··· Data shown ···

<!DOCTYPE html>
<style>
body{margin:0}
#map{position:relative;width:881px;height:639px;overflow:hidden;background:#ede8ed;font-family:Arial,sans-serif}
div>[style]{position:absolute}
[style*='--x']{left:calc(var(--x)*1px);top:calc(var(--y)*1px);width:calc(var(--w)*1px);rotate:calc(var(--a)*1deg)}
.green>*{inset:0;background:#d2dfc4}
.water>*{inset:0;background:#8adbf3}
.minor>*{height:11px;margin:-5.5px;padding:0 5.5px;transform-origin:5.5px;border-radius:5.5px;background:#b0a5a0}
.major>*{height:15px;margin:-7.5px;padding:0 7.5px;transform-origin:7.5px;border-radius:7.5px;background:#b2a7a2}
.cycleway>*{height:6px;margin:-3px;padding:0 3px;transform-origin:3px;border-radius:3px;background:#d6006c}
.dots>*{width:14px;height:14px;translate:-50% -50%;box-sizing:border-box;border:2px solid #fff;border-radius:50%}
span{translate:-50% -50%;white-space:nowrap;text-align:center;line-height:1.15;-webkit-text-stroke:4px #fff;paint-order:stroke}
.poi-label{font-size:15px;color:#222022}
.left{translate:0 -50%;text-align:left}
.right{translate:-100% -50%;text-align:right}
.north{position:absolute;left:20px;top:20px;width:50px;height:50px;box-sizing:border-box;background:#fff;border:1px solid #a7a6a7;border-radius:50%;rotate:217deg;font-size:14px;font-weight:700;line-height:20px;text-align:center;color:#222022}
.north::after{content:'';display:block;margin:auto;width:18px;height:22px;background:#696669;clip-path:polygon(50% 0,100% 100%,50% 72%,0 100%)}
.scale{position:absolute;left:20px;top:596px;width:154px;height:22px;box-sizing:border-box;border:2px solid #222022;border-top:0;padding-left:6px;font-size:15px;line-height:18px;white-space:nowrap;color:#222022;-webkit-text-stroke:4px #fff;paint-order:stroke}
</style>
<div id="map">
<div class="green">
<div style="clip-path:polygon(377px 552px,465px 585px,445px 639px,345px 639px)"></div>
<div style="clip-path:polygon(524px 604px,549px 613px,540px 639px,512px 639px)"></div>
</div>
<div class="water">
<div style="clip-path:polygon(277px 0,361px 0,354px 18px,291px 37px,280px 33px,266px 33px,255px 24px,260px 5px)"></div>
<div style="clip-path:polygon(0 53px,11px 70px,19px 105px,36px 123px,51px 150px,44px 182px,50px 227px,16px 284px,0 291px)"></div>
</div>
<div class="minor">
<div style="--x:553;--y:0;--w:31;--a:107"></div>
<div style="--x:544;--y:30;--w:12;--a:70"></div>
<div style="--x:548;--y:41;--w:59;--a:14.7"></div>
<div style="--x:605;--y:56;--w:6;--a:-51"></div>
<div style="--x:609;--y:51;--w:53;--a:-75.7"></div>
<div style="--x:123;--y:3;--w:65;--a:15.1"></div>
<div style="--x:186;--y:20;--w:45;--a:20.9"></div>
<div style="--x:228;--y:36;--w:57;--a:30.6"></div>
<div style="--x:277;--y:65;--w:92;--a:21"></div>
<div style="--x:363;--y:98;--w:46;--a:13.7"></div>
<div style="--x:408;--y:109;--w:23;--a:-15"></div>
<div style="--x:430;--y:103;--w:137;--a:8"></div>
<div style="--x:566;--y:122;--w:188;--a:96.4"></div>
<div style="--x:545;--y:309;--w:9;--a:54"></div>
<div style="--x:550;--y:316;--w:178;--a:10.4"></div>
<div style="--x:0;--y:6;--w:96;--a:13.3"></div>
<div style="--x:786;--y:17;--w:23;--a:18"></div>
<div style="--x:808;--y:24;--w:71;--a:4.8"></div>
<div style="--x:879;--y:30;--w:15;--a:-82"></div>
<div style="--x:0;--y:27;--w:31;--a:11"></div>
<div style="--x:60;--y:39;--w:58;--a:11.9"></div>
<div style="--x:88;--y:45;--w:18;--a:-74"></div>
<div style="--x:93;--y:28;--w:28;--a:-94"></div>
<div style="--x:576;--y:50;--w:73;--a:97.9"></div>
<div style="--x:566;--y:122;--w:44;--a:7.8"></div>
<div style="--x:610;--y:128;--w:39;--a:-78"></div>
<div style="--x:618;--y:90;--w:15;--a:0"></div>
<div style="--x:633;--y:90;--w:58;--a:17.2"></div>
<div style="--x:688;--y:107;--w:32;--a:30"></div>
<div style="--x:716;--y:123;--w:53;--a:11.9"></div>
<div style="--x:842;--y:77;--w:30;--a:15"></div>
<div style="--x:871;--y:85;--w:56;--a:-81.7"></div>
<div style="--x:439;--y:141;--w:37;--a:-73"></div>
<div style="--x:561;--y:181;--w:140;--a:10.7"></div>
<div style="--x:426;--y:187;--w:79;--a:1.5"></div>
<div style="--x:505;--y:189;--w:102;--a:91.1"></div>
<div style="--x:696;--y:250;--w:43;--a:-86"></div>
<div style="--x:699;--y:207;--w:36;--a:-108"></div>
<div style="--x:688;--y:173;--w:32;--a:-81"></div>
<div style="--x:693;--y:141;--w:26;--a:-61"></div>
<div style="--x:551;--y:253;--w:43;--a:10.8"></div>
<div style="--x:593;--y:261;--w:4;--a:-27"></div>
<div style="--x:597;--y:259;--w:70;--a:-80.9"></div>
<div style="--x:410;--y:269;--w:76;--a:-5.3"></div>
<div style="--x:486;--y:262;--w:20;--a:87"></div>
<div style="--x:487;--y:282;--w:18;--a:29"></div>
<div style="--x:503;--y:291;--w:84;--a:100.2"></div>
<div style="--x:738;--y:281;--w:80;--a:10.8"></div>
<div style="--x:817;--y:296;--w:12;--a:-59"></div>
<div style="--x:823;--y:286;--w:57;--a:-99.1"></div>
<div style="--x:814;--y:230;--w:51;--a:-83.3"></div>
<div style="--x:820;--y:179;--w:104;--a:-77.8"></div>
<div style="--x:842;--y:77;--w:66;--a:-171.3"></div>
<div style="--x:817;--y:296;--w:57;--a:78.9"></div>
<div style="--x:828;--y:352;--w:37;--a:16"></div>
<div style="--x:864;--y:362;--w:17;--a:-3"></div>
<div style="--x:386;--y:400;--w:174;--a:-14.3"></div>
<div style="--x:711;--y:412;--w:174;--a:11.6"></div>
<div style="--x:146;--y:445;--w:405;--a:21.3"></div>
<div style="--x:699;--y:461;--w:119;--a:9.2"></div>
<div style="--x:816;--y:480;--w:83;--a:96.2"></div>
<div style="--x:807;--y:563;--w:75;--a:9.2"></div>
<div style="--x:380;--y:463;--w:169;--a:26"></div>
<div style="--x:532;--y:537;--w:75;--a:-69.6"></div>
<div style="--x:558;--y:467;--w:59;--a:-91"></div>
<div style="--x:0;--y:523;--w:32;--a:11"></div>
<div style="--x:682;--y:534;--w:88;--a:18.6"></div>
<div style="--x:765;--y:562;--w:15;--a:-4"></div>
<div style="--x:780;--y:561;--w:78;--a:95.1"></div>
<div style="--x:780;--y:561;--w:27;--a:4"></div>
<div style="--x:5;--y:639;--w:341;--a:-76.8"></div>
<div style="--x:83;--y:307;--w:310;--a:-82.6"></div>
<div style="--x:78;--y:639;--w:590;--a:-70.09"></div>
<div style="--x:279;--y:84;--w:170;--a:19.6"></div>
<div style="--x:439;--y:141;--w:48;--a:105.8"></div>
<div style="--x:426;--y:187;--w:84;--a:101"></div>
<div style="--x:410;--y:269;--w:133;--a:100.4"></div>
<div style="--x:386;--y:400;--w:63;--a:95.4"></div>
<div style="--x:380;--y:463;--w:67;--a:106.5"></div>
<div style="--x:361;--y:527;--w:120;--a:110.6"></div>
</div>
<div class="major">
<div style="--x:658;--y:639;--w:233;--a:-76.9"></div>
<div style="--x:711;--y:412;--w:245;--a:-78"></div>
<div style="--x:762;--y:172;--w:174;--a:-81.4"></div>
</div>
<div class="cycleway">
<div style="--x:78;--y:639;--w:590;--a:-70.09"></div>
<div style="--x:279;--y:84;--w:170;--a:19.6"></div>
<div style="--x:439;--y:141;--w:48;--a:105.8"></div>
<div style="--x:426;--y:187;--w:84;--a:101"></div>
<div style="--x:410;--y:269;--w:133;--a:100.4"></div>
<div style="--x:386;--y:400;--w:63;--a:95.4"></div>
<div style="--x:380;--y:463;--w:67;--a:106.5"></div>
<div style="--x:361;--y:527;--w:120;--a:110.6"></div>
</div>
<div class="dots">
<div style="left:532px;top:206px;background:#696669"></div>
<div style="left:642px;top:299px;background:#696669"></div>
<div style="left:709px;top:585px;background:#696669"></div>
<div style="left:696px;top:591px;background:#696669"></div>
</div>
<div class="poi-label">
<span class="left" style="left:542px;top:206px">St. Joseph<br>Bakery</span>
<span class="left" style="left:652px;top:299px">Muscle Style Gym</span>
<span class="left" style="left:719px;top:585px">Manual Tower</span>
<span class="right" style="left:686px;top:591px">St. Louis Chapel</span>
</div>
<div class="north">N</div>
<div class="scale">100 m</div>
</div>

···
··· Data shown ···

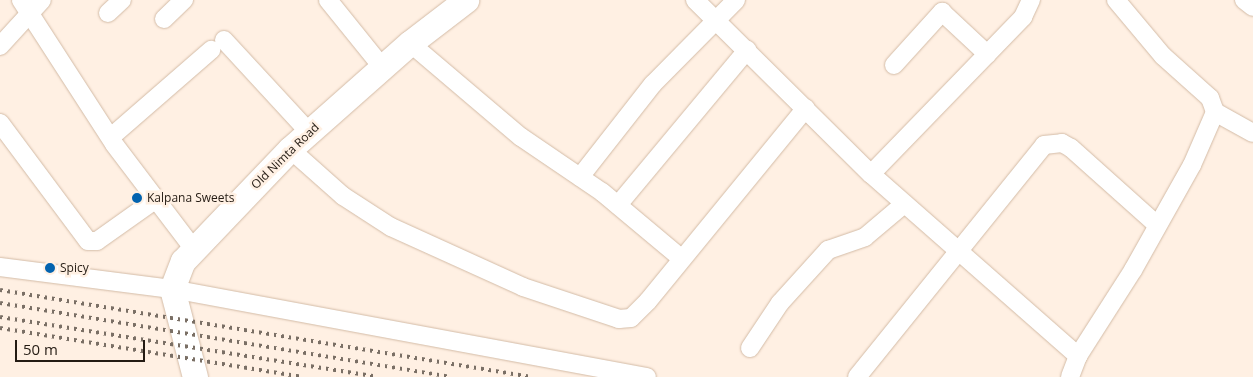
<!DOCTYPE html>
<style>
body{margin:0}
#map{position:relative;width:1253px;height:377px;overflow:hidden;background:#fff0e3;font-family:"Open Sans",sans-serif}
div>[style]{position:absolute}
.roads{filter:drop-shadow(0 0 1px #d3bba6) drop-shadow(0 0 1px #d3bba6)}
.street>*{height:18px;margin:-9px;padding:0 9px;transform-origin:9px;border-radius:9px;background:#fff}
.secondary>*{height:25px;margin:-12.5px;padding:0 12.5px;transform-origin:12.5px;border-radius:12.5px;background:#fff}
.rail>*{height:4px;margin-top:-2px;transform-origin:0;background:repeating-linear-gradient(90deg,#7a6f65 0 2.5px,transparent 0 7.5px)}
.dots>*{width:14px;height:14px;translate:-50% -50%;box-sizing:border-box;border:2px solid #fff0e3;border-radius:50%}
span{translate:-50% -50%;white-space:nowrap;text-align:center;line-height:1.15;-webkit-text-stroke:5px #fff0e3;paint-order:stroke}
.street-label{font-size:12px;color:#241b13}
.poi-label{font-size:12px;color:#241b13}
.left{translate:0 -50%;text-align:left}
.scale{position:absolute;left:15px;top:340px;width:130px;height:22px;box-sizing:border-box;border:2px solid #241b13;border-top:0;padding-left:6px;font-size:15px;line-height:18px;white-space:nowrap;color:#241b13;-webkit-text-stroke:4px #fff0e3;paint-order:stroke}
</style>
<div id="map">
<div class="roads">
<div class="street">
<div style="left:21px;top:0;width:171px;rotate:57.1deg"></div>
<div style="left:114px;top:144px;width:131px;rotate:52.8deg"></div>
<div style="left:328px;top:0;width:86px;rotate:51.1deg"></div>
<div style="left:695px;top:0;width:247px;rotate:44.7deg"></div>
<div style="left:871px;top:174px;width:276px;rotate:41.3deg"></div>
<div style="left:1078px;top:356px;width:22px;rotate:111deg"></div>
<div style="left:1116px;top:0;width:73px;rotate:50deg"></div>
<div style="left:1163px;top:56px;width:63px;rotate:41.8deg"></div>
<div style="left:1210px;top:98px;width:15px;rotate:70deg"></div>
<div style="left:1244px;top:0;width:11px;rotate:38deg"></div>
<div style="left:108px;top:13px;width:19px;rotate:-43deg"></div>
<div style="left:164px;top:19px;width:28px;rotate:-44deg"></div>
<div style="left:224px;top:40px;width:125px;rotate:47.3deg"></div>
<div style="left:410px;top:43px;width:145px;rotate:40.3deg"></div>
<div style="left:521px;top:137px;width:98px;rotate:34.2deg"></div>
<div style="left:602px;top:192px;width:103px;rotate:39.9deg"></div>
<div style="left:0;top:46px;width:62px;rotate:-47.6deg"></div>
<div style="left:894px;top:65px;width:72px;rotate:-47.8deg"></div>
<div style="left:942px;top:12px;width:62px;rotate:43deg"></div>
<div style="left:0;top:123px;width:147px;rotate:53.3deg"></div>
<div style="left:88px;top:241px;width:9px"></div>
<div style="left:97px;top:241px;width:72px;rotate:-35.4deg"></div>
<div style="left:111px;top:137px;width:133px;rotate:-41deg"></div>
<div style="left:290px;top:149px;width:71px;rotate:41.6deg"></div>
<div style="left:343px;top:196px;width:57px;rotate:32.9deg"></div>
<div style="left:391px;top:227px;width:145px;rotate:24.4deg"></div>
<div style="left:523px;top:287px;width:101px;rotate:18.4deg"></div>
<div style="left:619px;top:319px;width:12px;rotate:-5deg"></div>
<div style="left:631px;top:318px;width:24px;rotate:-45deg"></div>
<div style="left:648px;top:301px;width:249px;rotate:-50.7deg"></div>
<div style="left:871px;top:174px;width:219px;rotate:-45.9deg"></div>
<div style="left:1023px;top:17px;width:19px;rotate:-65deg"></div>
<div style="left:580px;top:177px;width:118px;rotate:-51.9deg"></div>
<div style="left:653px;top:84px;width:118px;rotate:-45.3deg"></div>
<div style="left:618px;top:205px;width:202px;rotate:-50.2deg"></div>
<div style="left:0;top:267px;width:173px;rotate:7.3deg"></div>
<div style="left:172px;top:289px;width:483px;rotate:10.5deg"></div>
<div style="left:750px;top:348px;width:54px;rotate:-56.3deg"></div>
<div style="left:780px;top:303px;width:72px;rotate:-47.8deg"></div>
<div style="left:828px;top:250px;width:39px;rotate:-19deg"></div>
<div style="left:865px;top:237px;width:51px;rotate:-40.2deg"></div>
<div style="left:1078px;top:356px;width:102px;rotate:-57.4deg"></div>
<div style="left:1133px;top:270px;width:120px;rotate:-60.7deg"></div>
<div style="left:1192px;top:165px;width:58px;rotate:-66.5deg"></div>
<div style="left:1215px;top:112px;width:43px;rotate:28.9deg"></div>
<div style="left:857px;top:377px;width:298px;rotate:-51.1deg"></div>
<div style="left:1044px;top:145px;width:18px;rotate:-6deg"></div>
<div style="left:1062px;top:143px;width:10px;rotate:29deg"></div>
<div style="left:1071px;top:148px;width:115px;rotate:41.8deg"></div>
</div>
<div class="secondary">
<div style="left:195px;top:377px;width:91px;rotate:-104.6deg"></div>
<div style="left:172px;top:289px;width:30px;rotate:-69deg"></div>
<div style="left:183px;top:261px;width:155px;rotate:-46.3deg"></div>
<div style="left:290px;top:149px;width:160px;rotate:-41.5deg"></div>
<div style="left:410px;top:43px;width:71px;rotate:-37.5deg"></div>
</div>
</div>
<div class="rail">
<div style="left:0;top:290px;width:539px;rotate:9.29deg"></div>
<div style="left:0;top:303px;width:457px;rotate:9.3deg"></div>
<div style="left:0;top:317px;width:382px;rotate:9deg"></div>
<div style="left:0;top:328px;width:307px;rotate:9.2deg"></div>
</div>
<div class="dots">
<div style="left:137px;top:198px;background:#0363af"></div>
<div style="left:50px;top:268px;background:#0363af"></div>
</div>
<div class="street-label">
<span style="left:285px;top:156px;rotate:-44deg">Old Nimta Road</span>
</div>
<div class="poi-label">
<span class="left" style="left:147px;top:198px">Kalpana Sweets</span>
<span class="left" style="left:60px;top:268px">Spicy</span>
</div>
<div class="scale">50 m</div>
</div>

···

**Your task**:
Report all lines of the material that contain the word "relative".

**Answer box**:
#map{position:relative;width:881px;height:639px;overflow:hidden;background:#ede8ed;font-family:Arial,sans-serif}
#map{position:relative;width:1253px;height:377px;overflow:hidden;background:#fff0e3;font-family:"Open Sans",sans-serif}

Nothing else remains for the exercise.